Our society doesn’t respect or value non-traditional schools. We don’t place any value on trade schools or alternative secondary education as we should. Not long ago I found out that my cousin may not be on track to graduate on time and may have changed majors for the third time in 3 years. He also made some comments that a discerning ear would understand that he is suggesting he’s not interested in traditional schooling. As someone with a graduate degree, I know that few people will make it far in life if they limit themselves only to a high school education. That is after all why I sacrificed my time and invested thousands into going back to school even with a full-time job on my plate. However, I would not dare ask him to explore alternative options as I know this would upset my family greatly and, while it sounds extreme, might even ostracize me.
While my cousin doesn’t attend a for-profit school, if he does not graduate, I do not see how the results will be much different. He will still be saddled with debt from 3 years worth of tuition attending a school to appease his family, while having no worthwhile degree to improve his earning potential. If anything, this might even put him in a less favorable position. These questionable schools have a track record on preying on students and they subsequently lost their accreditation and have been filing for bankruptcy left and right since 2015. Unlike them, he attends an accredited school with acceptable retention and graduation rates. He will not get the same sympathy victims of Corinthian Colleges got. He will not be able to sue, he will not get his loans pardoned and he will not be given the benefit of the doubt.

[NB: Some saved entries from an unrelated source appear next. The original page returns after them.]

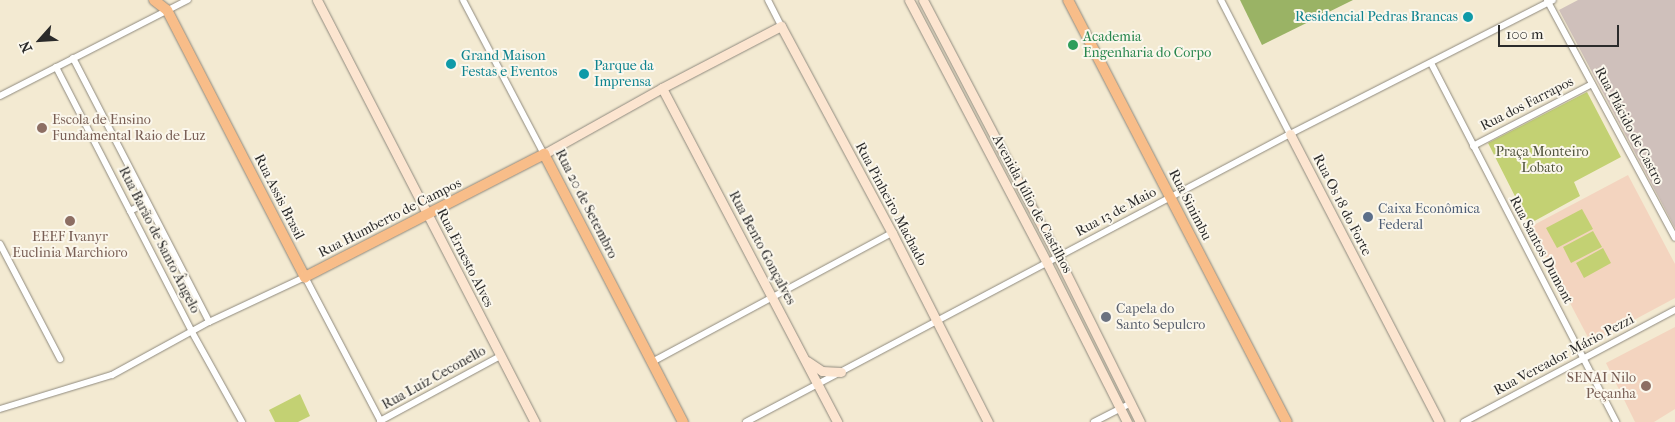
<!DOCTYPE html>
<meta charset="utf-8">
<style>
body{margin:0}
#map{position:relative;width:1675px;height:422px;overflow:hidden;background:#f3ead2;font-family:"IM FELL French Canon",serif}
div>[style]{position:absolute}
.built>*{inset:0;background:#f3d4bf}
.industrial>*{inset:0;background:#cfc0bb}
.green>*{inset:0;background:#c3d173}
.forest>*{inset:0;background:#9ab365}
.roads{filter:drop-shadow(0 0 1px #8f8a7e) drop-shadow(0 0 1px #8f8a7e)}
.street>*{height:6px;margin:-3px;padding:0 3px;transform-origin:3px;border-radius:3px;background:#fff}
.secondary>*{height:9px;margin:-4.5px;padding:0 4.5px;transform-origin:4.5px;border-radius:4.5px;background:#fce5d0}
.primary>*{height:10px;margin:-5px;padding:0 5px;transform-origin:5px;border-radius:5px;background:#f8bd89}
.dots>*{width:14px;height:14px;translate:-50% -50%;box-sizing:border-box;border:2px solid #fbf7ec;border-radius:50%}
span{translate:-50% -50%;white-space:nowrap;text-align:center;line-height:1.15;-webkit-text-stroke:4px #fbf7ec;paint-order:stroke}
.culture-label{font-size:14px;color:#0d838f}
.right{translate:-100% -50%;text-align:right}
.left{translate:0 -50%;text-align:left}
.leisure-label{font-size:14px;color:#27864d}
.street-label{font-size:14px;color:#2b2b2b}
.education-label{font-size:14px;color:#785e54}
.park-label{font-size:14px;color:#51543d}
.service-label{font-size:14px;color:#4e5e75}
.worship-label{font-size:14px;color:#5b616d}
.north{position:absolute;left:15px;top:15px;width:50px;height:50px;-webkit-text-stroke:4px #fbf7ec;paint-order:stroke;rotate:244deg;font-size:14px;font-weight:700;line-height:20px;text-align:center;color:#2b2b2b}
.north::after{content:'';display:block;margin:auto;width:18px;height:22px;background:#2b2b2b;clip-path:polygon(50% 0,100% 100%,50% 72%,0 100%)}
.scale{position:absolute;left:1498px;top:25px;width:121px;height:22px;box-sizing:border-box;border:2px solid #2b2b2b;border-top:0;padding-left:6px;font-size:15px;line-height:18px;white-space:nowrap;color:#2b2b2b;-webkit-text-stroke:4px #fbf7ec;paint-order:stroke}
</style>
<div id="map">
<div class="built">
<i style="clip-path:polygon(1628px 175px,1675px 264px,1675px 298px,1591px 343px,1530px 227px)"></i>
<i style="clip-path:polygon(1675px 327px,1675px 409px,1654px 422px,1635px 422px,1606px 363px)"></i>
</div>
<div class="industrial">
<i style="clip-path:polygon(1578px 0,1675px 0,1675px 228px,1559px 10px)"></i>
</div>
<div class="green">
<i style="clip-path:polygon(1587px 92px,1621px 157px,1574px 182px,1580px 196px,1529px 224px,1488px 143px)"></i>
<i style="clip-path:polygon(1582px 209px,1593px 229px,1557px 248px,1546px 228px)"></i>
<i style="clip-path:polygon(1593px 231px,1602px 247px,1571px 263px,1563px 247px)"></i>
<i style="clip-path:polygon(1603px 248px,1611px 263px,1584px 278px,1576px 263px)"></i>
<i style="clip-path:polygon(300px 394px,310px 416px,298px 422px,275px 422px,269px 410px)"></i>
</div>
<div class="forest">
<i style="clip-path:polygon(1240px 0,1353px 0,1262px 45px)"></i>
</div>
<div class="roads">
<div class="street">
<i style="left:463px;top:0;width:174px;rotate:62.3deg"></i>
<i style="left:768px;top:0;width:29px;rotate:63deg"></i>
<i style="left:1221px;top:0;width:151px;rotate:62.8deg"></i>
<i style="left:1547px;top:0;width:270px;rotate:61.7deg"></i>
<i style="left:73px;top:58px;width:297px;rotate:62.7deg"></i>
<i style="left:1431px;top:63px;width:404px;rotate:62.7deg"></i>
<i style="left:56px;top:67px;width:298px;rotate:62.8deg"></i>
<i style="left:192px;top:332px;width:103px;rotate:60.9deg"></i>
<i style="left:0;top:96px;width:211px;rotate:-27.1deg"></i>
<i style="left:1473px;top:146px;width:134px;rotate:-27.5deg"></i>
<i style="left:130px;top:211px;width:19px;rotate:-28deg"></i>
<i style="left:0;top:244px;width:130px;rotate:62.4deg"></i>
<i style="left:652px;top:362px;width:272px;rotate:-28.3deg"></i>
<i style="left:0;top:409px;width:117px;rotate:-16.9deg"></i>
<i style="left:112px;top:375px;width:111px;rotate:-28.7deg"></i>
<i style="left:209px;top:322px;width:106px;rotate:-25.1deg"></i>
<i style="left:305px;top:277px;width:164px;rotate:62.3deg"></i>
<i style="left:380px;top:421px;width:136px;rotate:-28.4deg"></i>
<i style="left:746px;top:422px;width:616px;rotate:-27.9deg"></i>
<i style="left:1290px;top:134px;width:295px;rotate:-27deg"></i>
<i style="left:1094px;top:422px;width:42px;rotate:-27.2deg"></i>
<i style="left:1464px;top:422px;width:239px;rotate:-28deg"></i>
</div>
<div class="secondary">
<i style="left:317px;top:0;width:475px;rotate:62.7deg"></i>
<i style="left:909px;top:0;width:297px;rotate:62.3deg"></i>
<i style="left:1047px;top:263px;width:178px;rotate:63.3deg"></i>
<i style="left:923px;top:0;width:290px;rotate:62.3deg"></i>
<i style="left:1058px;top:257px;width:184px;rotate:63.6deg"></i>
<i style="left:662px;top:88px;width:377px;rotate:62.3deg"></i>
<i style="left:1290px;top:134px;width:324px;rotate:62.6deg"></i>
<i style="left:544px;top:154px;width:135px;rotate:-29.2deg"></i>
<i style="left:662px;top:88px;width:134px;rotate:-27.5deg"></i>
<i style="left:781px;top:26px;width:235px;rotate:61.8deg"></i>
<i style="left:892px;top:233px;width:212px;rotate:63.1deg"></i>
<i style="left:807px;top:361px;width:18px;rotate:34deg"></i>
<i style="left:822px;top:371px;width:19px;rotate:3deg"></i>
</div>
<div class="primary">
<i style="left:154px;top:0;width:16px;rotate:38deg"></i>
<i style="left:167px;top:10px;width:301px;rotate:62.7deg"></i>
<i style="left:305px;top:277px;width:269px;rotate:-27.2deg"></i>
<i style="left:544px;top:154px;width:302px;rotate:62.6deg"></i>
<i style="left:1068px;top:0;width:475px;rotate:62.6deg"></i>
</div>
</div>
<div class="dots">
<i style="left:1468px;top:17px;background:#0f9aa8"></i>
<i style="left:1073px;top:45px;background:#2e9e5b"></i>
<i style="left:451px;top:64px;background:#0f9aa8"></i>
<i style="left:584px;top:74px;background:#0f9aa8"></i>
<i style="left:42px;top:128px;background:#8d6e63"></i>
<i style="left:1368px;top:217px;background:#5c6f8a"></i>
<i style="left:70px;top:221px;background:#8d6e63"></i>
<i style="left:1106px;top:317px;background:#6b7280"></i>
<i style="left:1646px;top:386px;background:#8d6e63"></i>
</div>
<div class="culture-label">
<span class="right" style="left:1458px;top:17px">Residencial Pedras Brancas</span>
<span class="left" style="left:461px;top:64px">Grand Maison<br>Festas e Eventos</span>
<span class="left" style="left:594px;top:74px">Parque da<br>Imprensa</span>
</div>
<div class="leisure-label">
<span class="left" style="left:1083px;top:45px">Academia<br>Engenharia do Corpo</span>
</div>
<div class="street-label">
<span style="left:1527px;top:104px;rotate:-27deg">Rua dos Farrapos</span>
<span style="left:1629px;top:126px;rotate:62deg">Rua Plácido de Castro</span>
<span style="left:279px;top:197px;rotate:63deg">Rua Assis Brasil</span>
<span style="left:586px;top:204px;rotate:63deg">Rua 20 de Setembro</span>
<span style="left:891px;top:204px;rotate:62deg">Rua Pinheiro Machado</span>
<span style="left:1032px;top:204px;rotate:62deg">Avenida Júlio de Castilhos</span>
<span style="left:1190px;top:205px;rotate:63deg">Rua Sinimbu</span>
<span style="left:1342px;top:205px;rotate:63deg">Rua Os 18 do Forte</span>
<span style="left:1116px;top:212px;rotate:-28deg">Rua 13 de Maio</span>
<span style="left:390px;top:218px;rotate:-27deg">Rua Humberto de Campos</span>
<span style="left:159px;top:240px;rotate:63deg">Rua Barão de Santo Ângelo</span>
<span style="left:762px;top:248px;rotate:62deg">Rua Bento Gonçalves</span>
<span style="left:1541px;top:250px;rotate:62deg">Rua Santos Dumont</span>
<span style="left:465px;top:258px;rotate:63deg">Rua Ernesto Alves</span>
<span style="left:1564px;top:355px;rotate:-28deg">Rua Vereador Mário Pezzi</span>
<span style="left:434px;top:378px;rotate:-29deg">Rua Luiz Ceconello</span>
</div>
<div class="education-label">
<span class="left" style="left:52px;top:128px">Escola de Ensino<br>Fundamental Raio de Luz</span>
<span style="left:70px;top:245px">EEEF Ivanyr<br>Euclinia Marchioro</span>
<span class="right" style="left:1636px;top:386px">SENAI Nilo<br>Peçanha</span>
</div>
<div class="park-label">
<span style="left:1542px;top:160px">Praça Monteiro<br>Lobato</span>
</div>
<div class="service-label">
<span class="left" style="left:1378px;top:217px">Caixa Econômica<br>Federal</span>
</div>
<div class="worship-label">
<span class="left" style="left:1116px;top:317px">Capela do<br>Santo Sepulcro</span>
</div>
<div class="north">N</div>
<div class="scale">100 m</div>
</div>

So what could he have done? Not going the traditional path would not necessarily doom him to predatory for profit schools. He could have done full-time sales, started in real estate, became a contractor, etc. Although these have the potential of being good paying jobs for those who are dedicated, they don’t have the “prestige” of saying you have a bachelor’s degree. They don’t put you on a path of becoming a physician or attorney. And to those who still insist on valuing people based on 1950’s standards, they will impose restrictions on their children that drive them to make life ruining decisions.